Talkin’ Trash: Extracting Plastic from your Life
Plastic pollution is one of our most pressing environmental concerns. Recent changes in the recycling market mean that more of our “recyclables” are ending up in landfill at best and in our oceans at worst. The answer lies in reducing the trash (especially plastic) we produce. Learn more about this issue and how you can make changes to reduce your trash output! Conservationist, author, and educator Sandy Masuo shares some insights and products to help you lighten your trash load! (Optional workshop component: making DIY toothpaste, lotion, or deodorant—requires materials fee.)

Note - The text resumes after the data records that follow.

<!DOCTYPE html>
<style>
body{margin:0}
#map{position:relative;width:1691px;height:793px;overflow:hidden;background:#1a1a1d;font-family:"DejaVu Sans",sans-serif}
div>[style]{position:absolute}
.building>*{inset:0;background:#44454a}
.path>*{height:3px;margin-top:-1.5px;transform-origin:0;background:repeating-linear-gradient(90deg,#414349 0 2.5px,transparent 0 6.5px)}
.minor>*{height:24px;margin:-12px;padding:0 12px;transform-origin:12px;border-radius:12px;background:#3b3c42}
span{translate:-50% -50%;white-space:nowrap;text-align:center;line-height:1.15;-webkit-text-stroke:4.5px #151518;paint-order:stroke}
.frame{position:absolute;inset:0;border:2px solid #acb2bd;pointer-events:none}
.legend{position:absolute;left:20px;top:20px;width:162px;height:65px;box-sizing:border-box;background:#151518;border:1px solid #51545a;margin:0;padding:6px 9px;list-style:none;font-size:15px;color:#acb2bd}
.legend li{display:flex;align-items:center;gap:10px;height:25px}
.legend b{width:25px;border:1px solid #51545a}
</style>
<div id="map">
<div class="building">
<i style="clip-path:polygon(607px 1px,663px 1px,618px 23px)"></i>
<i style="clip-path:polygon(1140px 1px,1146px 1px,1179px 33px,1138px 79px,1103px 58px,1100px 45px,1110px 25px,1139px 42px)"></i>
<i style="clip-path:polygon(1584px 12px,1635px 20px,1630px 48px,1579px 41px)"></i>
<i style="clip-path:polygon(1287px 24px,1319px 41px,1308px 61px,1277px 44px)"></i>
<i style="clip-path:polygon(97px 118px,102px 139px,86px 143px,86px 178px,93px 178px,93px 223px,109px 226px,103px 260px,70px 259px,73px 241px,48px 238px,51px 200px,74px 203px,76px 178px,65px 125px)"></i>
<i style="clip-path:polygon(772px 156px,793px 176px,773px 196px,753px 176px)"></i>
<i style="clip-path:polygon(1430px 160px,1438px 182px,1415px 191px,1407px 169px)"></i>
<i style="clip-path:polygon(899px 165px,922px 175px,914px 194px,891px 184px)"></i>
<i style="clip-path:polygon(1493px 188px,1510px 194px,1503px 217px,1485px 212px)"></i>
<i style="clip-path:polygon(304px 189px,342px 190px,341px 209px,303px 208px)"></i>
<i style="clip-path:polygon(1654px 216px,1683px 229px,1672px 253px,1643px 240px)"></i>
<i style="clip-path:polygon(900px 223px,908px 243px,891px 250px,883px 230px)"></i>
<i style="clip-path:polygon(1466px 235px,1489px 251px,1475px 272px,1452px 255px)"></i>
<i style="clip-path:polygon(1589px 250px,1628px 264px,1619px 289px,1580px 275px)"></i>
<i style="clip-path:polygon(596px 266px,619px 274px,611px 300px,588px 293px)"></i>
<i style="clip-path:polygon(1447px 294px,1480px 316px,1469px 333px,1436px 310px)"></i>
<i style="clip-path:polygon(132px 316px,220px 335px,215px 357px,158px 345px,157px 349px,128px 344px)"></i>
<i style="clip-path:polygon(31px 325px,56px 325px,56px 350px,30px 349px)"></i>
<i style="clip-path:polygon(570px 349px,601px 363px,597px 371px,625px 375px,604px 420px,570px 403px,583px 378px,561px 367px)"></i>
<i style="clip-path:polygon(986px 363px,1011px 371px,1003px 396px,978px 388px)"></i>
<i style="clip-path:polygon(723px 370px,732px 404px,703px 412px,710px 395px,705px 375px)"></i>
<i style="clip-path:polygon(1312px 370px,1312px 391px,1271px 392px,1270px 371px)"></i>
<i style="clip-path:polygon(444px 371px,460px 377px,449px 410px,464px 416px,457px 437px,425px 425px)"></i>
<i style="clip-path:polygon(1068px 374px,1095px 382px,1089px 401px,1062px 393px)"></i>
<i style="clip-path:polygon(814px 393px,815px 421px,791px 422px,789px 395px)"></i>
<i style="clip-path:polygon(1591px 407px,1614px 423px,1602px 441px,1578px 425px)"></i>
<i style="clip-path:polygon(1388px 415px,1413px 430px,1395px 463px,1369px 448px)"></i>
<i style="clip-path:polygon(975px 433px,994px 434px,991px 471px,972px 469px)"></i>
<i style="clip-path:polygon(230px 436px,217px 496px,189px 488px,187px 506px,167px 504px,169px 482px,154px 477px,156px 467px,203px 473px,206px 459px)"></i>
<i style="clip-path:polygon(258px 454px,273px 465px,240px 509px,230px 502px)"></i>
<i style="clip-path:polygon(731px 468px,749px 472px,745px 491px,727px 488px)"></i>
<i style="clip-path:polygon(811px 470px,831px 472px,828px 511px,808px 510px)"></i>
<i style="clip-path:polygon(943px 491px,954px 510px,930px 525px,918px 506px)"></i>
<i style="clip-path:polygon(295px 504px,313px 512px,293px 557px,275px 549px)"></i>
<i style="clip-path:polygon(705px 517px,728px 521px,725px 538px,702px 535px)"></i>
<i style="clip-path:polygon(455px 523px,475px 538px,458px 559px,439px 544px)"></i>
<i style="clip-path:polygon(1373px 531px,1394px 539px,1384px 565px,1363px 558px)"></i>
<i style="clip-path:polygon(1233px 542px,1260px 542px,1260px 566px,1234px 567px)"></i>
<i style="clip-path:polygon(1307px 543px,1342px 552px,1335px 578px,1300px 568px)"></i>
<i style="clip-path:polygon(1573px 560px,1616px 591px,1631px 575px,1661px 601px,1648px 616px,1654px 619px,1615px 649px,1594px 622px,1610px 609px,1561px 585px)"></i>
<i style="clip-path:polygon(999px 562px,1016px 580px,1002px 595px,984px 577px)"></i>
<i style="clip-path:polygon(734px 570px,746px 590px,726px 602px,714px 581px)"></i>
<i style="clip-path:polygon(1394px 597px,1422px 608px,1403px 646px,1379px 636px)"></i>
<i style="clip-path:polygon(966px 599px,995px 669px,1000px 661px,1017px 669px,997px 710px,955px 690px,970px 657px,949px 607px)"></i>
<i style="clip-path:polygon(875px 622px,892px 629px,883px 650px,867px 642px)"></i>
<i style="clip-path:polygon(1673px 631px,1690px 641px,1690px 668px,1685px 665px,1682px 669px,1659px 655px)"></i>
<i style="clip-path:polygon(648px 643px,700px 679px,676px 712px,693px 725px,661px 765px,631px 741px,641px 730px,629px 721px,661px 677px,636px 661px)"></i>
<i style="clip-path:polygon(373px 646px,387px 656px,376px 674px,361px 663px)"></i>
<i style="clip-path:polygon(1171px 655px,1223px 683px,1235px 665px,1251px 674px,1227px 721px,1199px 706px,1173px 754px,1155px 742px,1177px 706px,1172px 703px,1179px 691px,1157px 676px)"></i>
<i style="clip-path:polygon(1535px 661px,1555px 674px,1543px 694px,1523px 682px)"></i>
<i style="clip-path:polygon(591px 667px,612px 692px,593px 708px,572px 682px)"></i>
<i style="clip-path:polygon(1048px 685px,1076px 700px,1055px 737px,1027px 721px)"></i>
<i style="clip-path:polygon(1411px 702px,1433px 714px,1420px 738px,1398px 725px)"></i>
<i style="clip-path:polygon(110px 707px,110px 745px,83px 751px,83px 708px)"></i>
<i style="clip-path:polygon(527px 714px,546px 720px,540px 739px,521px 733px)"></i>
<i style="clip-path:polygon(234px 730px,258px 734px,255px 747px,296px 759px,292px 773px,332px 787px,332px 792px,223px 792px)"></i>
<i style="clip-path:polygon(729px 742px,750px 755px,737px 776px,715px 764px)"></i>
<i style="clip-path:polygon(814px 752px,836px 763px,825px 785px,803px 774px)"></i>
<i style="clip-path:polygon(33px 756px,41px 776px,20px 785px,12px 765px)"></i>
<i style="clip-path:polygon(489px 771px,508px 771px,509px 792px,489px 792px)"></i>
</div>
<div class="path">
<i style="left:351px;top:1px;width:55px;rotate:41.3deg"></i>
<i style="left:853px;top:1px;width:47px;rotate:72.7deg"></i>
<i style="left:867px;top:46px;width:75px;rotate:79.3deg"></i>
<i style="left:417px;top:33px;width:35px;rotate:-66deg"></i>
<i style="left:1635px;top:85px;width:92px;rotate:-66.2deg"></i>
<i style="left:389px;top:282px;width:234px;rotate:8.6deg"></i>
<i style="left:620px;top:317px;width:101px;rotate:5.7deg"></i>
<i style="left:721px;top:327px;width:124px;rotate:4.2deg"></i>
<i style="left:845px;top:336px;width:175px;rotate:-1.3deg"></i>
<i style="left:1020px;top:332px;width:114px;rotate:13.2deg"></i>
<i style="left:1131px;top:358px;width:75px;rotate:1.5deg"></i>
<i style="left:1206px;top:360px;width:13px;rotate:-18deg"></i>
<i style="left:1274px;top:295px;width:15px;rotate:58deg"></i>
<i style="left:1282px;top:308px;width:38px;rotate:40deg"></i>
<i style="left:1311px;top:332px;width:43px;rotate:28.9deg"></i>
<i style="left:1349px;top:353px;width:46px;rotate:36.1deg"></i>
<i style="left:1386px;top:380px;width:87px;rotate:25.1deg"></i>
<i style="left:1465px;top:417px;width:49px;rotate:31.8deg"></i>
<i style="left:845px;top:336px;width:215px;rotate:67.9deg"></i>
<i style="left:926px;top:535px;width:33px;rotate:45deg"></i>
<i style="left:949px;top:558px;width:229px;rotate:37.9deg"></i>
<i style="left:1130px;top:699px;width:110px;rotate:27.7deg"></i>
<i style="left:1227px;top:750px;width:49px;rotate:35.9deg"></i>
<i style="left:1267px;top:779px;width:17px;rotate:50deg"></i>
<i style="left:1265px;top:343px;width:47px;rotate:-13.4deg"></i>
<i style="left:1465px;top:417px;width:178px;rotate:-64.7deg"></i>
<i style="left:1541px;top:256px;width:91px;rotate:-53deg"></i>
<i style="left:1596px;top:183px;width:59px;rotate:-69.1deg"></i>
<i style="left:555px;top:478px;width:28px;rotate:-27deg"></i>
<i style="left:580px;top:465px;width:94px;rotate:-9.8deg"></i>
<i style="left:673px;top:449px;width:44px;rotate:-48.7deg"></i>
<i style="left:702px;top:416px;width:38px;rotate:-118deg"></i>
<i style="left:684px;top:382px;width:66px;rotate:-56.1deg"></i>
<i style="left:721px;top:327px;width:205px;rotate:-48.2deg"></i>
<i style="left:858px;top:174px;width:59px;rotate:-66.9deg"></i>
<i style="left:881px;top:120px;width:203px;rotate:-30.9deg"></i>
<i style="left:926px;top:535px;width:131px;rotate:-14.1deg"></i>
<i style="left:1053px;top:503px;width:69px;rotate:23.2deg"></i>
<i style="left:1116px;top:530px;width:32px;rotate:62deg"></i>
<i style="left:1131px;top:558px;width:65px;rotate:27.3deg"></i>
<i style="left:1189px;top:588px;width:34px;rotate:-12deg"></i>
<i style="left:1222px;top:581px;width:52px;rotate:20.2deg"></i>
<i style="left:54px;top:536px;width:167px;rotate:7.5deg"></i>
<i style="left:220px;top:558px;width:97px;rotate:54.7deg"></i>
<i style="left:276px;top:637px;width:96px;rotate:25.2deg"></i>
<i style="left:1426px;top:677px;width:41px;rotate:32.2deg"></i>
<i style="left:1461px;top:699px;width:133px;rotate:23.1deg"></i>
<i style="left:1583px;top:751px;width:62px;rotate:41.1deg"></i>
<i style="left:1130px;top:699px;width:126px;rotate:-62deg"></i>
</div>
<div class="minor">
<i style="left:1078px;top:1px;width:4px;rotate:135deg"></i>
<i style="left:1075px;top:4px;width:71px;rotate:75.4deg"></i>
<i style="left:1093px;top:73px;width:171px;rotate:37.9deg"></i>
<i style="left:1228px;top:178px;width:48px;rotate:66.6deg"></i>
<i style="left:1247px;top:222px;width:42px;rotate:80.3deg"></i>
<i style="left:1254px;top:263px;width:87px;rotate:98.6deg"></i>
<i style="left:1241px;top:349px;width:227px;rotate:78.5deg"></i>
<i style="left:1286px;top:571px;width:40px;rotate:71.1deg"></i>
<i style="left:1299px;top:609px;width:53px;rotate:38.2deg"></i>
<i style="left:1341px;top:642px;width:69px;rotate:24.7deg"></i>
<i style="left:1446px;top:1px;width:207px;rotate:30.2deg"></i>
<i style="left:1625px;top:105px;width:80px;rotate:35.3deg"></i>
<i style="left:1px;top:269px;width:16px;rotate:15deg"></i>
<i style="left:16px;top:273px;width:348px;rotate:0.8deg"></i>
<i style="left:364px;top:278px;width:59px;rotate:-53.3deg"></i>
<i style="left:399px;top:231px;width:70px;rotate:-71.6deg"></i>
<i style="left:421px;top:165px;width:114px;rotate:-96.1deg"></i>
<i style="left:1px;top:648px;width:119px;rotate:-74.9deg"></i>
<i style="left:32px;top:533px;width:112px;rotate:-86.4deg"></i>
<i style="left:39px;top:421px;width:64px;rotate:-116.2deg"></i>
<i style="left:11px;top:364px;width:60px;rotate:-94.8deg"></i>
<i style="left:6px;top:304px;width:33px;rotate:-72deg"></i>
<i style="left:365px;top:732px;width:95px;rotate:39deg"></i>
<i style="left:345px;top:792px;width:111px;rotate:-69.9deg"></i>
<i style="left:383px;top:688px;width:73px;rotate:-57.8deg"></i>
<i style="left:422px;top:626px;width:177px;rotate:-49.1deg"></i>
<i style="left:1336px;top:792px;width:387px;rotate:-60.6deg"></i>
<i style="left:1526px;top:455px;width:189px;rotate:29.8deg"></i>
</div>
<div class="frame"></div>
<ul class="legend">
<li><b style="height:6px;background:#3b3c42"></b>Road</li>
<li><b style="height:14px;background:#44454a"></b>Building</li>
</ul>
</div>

The Write Stuff: Basic Skills for Effective Prose
Stories are the essence of what makes us human. Through them we share experiences, learn new perspectives, and explore the world around us. With this four-part course, we will delve into writing basics—generating ideas, structuring narrative (fiction and non-fiction), crafting prose, and the revision process. Each evening includes a brief lecture, in class writing exercises and discussions. This workshop will leave you with a firm grasp on the essentials of crafting a compelling story. The goal is to lead you to a finished piece by the end of the workshop. This course requires about one hour outside of class time working on assignments. Sandy Masuo served as a staff editor and writer for a variety of entertainment magazines for more than 15 years. She was a columnist for the Boston Phoenix and a regular contributor to the Los Angeles Times Calendar. In addition to her writing credentials, she holds a Master's Degree in Education from the Harvard Graduate School of Education.
Writing for Business: Basic Skills for Effective Professional Communication
You don’t need to be a professional writer to write professionally. In fact, solid writing skills are an essential for success in business, whether you are tackling cover letters, proposals, reports, PowerPoint presentations, or memos. This course will help you build your word power, whether you are looking for new work opportunities or want to add more umph to your current vocation. Learn how to cultivate an “action vocabulary” that conveys your ideas with conviction and clarity. Proper grammar, spelling, and syntax are also critical in a professional setting, and we will cover valuable tips and pointers for avoiding common mistakes that can detract from your presentation. In addition to in-class exercises, there will be a limited number of homework assignments. Come to class prepared to share your goals and objectives. Sandy Masuo served as a staff editor and writer for a variety of entertainment magazines for more than 15 years. She was a columnist for the Boston Phoenix and a regular contributor to the Los Angeles Times Calendar. In addition to her writing credentials, she holds a Master's Degree in Education from the Harvard Graduate School of Education.